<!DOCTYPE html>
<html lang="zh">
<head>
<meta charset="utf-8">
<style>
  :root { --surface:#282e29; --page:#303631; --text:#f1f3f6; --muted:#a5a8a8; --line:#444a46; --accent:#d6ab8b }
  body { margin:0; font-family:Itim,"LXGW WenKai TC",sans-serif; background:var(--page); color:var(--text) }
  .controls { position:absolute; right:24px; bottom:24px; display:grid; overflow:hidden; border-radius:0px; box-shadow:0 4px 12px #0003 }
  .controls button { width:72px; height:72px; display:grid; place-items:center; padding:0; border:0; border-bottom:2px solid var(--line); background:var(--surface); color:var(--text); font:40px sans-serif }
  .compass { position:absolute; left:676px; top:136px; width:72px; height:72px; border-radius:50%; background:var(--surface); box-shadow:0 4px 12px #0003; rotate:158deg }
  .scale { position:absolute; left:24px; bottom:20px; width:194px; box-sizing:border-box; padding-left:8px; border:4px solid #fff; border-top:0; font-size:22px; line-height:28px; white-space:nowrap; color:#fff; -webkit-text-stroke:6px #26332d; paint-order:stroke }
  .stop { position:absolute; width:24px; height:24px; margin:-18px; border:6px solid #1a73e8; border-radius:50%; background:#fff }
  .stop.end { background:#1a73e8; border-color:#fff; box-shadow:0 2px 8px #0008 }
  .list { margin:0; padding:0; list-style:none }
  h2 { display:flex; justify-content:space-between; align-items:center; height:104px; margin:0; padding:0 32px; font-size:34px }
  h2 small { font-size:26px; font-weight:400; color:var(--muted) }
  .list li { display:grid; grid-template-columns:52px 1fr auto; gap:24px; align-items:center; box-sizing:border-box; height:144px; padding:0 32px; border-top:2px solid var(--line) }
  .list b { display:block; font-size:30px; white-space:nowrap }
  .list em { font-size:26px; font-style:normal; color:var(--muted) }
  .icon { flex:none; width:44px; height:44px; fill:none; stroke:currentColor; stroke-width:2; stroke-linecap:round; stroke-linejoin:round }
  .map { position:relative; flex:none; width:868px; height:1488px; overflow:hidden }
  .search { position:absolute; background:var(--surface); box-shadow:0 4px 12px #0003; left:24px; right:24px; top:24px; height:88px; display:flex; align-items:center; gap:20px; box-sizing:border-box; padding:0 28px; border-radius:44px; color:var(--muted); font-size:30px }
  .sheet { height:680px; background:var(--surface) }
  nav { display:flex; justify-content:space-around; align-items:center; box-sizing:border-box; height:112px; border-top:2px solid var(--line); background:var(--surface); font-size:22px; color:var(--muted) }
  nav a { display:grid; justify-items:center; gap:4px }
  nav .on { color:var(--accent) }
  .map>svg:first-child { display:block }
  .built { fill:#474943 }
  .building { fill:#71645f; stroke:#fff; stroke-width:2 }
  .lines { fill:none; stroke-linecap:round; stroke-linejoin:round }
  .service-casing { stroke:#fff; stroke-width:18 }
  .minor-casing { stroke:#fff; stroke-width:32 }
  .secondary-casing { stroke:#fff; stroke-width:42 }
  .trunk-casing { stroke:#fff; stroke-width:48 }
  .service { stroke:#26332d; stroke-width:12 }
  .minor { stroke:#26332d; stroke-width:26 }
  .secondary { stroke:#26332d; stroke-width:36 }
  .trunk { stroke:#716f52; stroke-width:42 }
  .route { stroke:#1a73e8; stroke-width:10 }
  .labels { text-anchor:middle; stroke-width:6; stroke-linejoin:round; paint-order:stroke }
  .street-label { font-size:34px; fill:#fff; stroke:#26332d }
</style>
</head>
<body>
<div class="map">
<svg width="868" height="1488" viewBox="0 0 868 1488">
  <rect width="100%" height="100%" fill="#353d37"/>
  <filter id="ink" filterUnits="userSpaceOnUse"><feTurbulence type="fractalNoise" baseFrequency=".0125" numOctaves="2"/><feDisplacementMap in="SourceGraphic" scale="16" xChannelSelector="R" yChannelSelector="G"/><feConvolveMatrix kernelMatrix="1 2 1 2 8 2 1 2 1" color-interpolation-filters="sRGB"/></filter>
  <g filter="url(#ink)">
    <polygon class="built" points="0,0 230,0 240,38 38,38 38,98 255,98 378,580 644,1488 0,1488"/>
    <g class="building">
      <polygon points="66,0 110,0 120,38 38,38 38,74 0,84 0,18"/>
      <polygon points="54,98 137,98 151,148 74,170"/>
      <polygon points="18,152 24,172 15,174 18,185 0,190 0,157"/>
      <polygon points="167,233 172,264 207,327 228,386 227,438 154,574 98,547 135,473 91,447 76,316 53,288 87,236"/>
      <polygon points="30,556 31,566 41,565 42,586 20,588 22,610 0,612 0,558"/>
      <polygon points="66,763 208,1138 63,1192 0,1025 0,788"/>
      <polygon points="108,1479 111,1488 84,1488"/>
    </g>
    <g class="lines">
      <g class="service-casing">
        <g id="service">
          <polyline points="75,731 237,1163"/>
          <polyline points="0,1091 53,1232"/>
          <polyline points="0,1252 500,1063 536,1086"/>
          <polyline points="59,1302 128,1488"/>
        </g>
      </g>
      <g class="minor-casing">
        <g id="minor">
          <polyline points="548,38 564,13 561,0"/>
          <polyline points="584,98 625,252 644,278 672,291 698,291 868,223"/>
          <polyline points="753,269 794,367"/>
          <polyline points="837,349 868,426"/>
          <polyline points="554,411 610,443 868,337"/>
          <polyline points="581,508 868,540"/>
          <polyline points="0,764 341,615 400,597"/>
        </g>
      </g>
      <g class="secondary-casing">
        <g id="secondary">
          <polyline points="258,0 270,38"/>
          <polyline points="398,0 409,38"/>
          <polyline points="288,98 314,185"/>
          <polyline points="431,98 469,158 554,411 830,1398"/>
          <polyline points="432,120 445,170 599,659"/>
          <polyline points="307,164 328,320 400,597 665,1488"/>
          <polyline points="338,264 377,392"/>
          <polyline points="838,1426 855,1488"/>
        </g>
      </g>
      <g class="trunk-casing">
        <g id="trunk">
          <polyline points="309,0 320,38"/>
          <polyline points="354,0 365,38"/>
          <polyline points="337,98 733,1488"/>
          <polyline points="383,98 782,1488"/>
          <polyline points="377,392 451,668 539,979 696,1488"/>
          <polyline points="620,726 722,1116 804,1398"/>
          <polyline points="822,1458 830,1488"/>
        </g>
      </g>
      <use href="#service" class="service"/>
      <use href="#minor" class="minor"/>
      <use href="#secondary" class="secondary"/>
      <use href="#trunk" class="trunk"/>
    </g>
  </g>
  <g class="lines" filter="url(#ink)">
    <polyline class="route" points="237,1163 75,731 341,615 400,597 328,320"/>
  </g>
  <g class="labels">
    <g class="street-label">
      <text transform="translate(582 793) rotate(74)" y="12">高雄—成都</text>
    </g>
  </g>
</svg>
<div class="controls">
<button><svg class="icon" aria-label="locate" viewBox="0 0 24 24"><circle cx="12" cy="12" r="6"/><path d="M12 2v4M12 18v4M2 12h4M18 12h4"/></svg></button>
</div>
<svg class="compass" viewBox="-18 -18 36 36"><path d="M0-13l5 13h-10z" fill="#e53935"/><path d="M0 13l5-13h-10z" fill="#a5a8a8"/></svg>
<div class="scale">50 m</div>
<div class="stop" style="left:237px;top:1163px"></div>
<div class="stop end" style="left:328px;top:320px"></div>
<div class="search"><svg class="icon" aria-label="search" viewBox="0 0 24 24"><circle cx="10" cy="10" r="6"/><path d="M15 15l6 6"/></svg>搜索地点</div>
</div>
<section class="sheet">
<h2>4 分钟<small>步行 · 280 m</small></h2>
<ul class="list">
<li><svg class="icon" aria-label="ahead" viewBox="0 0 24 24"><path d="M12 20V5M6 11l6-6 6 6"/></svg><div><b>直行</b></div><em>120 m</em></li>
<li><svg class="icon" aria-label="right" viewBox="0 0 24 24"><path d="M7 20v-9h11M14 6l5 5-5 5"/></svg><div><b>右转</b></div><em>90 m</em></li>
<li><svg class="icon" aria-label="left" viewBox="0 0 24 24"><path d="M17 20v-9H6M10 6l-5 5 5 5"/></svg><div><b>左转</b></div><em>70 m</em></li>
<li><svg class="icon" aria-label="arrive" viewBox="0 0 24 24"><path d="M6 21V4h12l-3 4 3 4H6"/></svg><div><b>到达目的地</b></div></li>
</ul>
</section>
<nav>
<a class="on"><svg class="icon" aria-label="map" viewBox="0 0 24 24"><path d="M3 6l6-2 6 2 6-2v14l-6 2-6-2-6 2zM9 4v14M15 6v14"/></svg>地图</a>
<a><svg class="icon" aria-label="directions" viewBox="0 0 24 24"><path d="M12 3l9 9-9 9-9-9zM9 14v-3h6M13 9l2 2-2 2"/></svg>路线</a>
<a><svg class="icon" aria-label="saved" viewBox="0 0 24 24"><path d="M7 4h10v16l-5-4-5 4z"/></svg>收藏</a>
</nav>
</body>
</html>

━━━━━━━━━━━━━━━━━━━━

--- About this exercise ---
Work through the data and count each line holding the string "scale". Give only that count.

--- Response area ---
3